Menos é mais


Embora conviva comigo mesma há mais de trinta anos, ainda admiro a minha capacidade em mudar de perspectiva, de ver as coisas por lentes diferentes e, assim, mudar de ideia/opinião sobre como viver a vida.

Se 2016 foi realmente um ano tão tenebroso como tenho escutado muitos dizerem pelas ruas, não saberia responder do ponto de vista do senso comum. A verdade é que, para mim, 2016 foi um ano silencioso e introspectivo – muito mais do que os últimos (quase) dois anos -, e quanto mais para dentro de mim eu me dirigia, mais percebia que era de menos que eu precisava.

Um antigo sonho tem batido na porta do meu coração boêmio ultimamente e, desta vez, sinto que estou melhor preparada para atendê-lo… O antigo sonho de pegar a estrada de carro e me reintegrar com a Mãe Natureza.

A verdade é que, neste que foi um ano tão quieto em meu mundo interior, mal consegui manter minha sanidade com o caos da urbanização. Eu não consigo mais me sentir em paz no meio de tanta buzina, poluição, violência, gritaria e tiroteio (sim, eu moro perto do que chamo de “zona de guerra”). Eu preciso de férias prolongadas da movimentação das grandes cidades.

É claro que, me conhecendo bem, não ousaria dizer que quero ir embora para nunca mais voltar – até porque eu evito ao máximo usar as palavras “nunca mais” tendo em vista que não sabemos como será do dia de amanhã. Mas definitivamente preciso de algum tempo fora.
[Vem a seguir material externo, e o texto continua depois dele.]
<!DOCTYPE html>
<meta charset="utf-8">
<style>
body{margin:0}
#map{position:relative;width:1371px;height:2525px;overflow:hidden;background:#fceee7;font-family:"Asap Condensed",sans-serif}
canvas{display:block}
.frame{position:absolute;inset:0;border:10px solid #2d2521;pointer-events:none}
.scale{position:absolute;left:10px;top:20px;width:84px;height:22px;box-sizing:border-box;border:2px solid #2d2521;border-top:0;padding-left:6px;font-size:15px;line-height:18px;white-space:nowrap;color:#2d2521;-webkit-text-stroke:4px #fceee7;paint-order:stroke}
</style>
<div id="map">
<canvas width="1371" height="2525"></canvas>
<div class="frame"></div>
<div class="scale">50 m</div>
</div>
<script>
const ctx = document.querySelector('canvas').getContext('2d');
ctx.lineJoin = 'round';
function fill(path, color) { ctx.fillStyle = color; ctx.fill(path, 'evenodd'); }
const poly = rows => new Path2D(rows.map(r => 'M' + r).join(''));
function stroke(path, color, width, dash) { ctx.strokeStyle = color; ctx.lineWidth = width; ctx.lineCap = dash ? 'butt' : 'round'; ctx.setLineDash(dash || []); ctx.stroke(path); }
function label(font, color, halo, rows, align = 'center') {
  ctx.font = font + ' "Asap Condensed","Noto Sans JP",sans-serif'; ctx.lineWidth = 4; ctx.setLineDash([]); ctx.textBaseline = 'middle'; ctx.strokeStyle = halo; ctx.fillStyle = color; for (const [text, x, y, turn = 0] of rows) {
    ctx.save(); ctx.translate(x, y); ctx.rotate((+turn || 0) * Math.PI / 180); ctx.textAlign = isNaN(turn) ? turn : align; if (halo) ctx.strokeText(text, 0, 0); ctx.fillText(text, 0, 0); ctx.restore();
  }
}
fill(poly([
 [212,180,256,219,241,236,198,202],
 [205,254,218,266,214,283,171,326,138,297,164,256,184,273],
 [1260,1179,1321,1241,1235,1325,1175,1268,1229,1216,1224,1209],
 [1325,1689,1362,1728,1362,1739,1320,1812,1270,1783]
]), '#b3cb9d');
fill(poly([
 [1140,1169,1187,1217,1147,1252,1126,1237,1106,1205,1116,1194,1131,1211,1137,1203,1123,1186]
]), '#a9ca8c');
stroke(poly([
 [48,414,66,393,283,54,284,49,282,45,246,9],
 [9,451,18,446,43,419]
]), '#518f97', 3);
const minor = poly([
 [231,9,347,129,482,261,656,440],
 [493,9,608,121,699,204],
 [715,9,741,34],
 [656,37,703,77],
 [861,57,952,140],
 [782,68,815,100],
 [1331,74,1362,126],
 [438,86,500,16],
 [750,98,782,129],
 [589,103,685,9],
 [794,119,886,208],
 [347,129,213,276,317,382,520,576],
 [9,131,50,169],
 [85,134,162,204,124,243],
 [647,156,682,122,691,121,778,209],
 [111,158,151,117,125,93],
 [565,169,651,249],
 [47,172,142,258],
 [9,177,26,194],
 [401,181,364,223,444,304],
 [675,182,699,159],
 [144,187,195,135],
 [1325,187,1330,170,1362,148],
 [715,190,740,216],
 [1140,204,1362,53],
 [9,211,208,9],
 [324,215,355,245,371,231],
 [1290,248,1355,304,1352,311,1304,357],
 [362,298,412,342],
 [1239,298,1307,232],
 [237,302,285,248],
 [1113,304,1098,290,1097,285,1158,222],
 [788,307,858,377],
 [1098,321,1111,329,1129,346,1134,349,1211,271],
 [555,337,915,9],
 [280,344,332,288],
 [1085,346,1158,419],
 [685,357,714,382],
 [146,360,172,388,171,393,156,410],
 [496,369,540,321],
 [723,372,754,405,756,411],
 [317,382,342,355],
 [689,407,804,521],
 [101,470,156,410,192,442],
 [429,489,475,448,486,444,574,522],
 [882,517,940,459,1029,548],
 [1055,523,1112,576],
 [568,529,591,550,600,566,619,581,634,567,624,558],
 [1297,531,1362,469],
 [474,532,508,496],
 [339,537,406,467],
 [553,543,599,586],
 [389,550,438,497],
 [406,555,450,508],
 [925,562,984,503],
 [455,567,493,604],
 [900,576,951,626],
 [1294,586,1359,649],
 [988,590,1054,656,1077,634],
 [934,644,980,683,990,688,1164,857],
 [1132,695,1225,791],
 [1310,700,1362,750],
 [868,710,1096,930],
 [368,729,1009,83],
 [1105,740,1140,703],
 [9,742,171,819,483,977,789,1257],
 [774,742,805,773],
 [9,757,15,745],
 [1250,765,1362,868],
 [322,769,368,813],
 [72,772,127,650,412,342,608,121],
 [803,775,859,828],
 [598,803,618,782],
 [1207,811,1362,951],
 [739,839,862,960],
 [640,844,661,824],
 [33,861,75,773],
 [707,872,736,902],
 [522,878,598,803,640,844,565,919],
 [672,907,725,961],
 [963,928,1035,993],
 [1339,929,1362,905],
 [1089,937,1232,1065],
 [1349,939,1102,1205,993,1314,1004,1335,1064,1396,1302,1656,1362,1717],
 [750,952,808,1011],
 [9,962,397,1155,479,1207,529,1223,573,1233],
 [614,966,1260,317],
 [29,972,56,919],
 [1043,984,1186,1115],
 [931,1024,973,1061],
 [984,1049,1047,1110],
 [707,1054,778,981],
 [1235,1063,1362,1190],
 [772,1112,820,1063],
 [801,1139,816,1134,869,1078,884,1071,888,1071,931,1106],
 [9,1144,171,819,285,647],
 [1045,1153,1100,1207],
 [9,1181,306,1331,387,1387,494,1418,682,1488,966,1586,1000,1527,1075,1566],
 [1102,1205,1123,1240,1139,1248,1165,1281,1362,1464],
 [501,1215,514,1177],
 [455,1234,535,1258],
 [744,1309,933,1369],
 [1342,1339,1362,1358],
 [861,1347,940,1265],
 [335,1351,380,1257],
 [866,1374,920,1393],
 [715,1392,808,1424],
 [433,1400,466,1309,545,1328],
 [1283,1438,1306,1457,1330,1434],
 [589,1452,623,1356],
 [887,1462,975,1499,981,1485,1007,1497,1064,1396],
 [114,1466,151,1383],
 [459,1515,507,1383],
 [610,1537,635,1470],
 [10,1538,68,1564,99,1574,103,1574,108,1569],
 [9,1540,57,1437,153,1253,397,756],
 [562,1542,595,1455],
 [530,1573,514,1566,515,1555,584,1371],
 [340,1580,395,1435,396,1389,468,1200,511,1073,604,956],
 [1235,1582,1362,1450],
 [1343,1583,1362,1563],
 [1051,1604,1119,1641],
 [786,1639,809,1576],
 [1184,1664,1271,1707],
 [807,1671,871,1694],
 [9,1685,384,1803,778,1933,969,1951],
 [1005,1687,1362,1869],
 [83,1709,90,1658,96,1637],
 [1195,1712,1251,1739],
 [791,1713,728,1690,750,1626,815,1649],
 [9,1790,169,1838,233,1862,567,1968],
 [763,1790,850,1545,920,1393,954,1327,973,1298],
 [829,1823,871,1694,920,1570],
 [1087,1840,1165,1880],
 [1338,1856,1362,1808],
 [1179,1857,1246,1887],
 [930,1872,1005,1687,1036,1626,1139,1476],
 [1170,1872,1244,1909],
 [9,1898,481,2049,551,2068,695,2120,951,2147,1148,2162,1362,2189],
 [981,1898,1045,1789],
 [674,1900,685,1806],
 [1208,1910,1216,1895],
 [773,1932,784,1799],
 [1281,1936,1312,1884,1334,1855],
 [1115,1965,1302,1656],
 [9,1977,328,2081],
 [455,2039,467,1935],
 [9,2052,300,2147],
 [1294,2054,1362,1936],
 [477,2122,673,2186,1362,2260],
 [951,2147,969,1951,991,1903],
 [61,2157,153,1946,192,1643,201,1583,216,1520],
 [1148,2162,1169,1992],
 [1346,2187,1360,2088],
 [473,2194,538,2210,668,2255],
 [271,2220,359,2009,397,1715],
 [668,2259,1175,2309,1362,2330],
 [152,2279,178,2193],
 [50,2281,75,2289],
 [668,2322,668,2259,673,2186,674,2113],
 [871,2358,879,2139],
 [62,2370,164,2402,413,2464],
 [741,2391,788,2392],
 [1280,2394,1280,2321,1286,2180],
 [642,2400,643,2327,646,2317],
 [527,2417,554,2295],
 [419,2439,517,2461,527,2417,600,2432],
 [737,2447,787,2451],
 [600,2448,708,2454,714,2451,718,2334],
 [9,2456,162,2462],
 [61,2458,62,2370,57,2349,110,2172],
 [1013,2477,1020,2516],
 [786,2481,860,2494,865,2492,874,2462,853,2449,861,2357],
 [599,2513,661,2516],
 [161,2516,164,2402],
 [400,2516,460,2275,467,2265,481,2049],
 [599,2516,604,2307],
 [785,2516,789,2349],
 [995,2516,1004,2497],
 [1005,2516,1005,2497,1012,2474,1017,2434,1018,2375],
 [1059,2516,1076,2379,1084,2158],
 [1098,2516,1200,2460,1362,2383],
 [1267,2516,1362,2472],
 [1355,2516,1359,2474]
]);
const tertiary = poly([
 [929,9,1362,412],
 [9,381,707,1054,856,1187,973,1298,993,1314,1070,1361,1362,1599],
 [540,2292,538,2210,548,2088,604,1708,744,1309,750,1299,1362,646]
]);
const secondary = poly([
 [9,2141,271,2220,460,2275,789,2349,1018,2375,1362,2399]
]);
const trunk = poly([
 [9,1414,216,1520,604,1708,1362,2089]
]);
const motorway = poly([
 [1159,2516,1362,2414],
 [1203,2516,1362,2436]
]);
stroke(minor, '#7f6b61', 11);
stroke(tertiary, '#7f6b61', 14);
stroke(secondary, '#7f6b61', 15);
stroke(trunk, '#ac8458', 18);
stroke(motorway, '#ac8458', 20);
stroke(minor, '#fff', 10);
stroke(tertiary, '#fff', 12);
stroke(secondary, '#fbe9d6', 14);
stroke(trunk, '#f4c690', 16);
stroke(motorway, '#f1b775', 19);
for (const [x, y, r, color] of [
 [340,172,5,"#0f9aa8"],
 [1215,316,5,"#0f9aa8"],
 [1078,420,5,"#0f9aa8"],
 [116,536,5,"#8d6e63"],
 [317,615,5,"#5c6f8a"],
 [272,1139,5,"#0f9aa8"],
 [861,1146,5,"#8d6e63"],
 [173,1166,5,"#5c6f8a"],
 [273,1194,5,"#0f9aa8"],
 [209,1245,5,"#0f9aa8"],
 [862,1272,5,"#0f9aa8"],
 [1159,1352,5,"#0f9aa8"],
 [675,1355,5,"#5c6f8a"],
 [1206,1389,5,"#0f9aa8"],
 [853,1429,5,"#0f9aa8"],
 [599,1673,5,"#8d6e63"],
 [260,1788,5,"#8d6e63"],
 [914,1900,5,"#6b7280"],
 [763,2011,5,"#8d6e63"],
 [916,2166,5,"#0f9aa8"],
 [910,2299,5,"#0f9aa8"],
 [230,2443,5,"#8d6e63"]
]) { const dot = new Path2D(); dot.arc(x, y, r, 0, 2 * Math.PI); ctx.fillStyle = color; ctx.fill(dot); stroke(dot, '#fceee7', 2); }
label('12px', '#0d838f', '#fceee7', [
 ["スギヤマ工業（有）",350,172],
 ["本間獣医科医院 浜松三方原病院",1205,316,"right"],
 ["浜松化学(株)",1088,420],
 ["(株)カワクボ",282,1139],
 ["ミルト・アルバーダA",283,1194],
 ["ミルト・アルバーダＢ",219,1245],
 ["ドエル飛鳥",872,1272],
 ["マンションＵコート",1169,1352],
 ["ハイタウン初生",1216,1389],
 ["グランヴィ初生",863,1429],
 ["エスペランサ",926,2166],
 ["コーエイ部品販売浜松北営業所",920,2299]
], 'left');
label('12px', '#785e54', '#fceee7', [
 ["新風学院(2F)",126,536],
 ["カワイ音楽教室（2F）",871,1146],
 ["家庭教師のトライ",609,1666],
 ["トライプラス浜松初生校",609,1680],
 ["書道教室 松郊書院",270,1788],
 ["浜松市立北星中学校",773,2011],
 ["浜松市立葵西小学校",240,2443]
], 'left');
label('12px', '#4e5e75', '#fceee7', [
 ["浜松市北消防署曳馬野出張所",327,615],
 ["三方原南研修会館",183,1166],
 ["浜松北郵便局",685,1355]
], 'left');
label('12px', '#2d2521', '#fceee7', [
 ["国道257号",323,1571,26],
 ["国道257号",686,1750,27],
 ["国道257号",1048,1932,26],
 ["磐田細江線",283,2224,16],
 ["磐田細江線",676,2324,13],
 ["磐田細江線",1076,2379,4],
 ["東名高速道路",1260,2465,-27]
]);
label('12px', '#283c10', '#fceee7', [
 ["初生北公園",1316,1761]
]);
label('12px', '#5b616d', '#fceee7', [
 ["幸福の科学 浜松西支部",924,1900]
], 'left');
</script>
Então comecei a pensar nas possibilidades… nos lugares que quero ir, nos equipamentos que preciso, nos gastos e por aí vai. E percebi que para pegar a estrada, não precisamos de muito. E percebi também, dando uma rápida olhada ao meu redor, que mais da metade das coisas que tenho não são usadas. Ou seja, eu tenho apenas porque vivo em um apartamento… algumas coisas são completamente inúteis e servem apenas para decorar. Ok, eu entendo a necessidade de ter um ambiente com a cara da gente, de verdade, e até amo isso. Mas sejamos práticos: por que diabos precisamos de mais um porta-treco com qualquer coisa que não está sendo usada dentro? Ou por que precisamos de uma peça de roupa que está mofando no closet só pela possibilidade de um dia talvez usar em alguma ocasião? Coisas desse tipo não fazem sentido manter ocupando espaço.

Parei um bom tempo para avaliar isso tudo e me dei conta de que não preciso de tudo isso. Porque, como diz a música do Eddie Vedder, Society, “você pensa que você tem que querer mais do que precisa”, e isso está tão enraizado em nossas mentes que estamos consumindo o planeta sem nos preocuparmos com as consequências.

Para minha admiração, percebi que (mais uma vez) eu estava moldando minha perspectiva de vida para um lugar mais ligado as nossas raízes como espécie. Nossos corpos não vivem neste planeta… eles são parte dele. E quando você se vê como parte do planeta, uma conexão nova acontece.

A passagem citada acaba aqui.